We begin our analysis of the constitutionality of the stalking statute by recalling the jurisprudential rule that "every law must be presumed to be constitutional, with all doubt resolved in its favor." Keser v. State, 706 P.2d 263, 266 (Wyo. 1985) (quoting Sanchez v. State, 567 P.2d 270, 274 (Wyo. 1977)). More recent cases follow this rule. Wyoming Coalition v. Wyoming Game and Fish Comm'n, 875 P.2d 729 (Wyo. 1994); Johnson v. State Hearing Examiner's Office, 838 P.2d 158 (Wyo. 1992); Righter v. State, 752 P.2d 416 (Wyo. 1988). The burden then assigned to one who challenges a statute for facial unconstitutionality asserting vagueness is to demonstrate that (1) the statute reaches a substantial amount of constitutionally protected conduct; or (2) the statute specifies no standard of conduct at all. McCone v. State, 866 P.2d 740, 745 (Wyo. 1993); Ochoa v. State, 848 P.2d 1359, 1363 (Wyo. 1993); Griego v. State, 761 P.2d 973, 975 (Wyo. 1988). We have said the ultimate test under a vagueness challenge is whether a person of ordinary intelligence could read the statute and comprehend what conduct is prohibited. Sanchez.
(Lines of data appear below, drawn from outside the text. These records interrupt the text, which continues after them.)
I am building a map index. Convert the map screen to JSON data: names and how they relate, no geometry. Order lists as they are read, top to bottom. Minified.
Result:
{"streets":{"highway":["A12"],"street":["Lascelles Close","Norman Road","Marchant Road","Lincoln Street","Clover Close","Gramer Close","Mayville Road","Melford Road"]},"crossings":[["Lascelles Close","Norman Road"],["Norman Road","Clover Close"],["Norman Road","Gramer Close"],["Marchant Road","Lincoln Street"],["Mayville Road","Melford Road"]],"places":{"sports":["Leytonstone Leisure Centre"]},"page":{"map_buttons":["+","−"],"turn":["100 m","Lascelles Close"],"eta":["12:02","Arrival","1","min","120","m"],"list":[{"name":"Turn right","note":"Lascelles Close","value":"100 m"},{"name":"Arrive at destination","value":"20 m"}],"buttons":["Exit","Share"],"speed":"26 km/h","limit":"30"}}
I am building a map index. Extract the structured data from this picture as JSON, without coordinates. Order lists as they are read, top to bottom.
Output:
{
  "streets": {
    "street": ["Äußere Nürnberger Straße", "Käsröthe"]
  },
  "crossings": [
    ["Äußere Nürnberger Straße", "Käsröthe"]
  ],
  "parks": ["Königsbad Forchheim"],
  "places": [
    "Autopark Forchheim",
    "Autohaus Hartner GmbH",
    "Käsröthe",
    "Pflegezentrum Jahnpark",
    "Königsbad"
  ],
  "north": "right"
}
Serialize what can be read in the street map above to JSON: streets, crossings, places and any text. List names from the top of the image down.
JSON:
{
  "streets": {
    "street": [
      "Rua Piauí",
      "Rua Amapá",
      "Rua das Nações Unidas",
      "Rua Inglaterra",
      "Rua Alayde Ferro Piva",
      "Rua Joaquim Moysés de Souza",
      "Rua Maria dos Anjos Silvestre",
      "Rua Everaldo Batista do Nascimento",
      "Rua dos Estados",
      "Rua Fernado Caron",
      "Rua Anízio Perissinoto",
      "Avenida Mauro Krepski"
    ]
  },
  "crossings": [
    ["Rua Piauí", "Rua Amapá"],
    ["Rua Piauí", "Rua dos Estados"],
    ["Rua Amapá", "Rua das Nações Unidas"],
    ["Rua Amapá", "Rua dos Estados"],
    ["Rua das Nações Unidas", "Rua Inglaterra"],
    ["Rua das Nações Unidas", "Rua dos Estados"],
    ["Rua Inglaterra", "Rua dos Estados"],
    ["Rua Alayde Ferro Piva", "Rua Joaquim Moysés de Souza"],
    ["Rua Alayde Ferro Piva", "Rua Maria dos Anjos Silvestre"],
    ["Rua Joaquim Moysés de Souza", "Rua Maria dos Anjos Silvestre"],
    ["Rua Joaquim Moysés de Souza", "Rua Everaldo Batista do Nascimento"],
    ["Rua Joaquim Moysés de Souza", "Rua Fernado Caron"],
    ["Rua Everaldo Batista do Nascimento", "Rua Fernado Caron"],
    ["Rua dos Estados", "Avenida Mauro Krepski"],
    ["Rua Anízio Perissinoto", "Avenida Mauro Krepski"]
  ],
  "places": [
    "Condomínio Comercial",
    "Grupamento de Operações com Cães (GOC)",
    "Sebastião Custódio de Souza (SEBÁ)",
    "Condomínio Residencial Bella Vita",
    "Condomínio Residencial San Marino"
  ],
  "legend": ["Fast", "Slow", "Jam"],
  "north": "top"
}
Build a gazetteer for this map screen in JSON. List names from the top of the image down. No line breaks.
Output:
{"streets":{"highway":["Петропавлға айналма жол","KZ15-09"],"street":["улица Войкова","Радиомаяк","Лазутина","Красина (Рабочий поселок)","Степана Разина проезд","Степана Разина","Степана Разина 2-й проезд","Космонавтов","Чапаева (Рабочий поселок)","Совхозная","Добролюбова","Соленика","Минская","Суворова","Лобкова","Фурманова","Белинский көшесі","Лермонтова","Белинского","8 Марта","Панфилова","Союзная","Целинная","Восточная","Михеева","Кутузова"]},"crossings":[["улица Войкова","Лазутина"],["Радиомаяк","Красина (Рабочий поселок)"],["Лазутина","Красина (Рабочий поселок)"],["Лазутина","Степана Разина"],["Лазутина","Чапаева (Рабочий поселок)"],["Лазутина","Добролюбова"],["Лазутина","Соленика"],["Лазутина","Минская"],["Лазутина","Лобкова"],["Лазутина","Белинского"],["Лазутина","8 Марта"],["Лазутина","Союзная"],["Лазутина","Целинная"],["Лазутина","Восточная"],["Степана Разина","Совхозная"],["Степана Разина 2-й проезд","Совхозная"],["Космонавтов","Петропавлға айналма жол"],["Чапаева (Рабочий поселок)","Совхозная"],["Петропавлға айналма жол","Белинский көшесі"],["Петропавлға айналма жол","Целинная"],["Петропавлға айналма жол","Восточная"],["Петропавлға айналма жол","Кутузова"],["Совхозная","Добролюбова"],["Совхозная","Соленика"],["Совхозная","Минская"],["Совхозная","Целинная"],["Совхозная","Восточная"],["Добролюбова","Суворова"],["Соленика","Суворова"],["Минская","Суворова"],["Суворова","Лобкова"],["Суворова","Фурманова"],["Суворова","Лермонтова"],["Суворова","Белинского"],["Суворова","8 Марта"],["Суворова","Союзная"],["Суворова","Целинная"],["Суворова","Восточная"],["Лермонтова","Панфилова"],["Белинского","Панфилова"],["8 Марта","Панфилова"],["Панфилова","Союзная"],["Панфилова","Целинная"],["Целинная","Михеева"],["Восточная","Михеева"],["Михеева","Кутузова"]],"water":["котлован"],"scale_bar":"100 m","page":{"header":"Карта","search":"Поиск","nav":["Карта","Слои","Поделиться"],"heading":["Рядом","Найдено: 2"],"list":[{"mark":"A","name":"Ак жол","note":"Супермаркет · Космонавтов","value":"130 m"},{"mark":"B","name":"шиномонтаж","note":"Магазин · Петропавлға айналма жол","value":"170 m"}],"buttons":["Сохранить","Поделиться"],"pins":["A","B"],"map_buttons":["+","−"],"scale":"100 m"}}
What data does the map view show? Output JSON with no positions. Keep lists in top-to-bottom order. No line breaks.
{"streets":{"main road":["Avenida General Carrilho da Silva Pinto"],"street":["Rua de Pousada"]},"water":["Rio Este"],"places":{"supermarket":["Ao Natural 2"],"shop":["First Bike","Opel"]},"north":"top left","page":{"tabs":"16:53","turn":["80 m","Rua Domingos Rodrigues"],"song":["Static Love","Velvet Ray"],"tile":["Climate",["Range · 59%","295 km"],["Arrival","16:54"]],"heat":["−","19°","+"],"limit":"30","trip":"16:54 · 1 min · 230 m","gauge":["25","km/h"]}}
We have identified the elements of the offense proscribed in Wyo. Stat. Ann. § 6-6-103(b)(ii) as follows:

Wyoming Statute 6-6-103(b)(ii) requires (1) an actor, (2) who telephones another, and (3) threatens to inflict injury or physical harm to the person or property of another.

McCone v. State, 866 P.2d 740, 750 (Wyo. 1993). These elements are straightforward and incorporate an adequate standard of conduct so that a person of ordinary intelligence readily could read this statute and comprehend the conduct that is prohibited.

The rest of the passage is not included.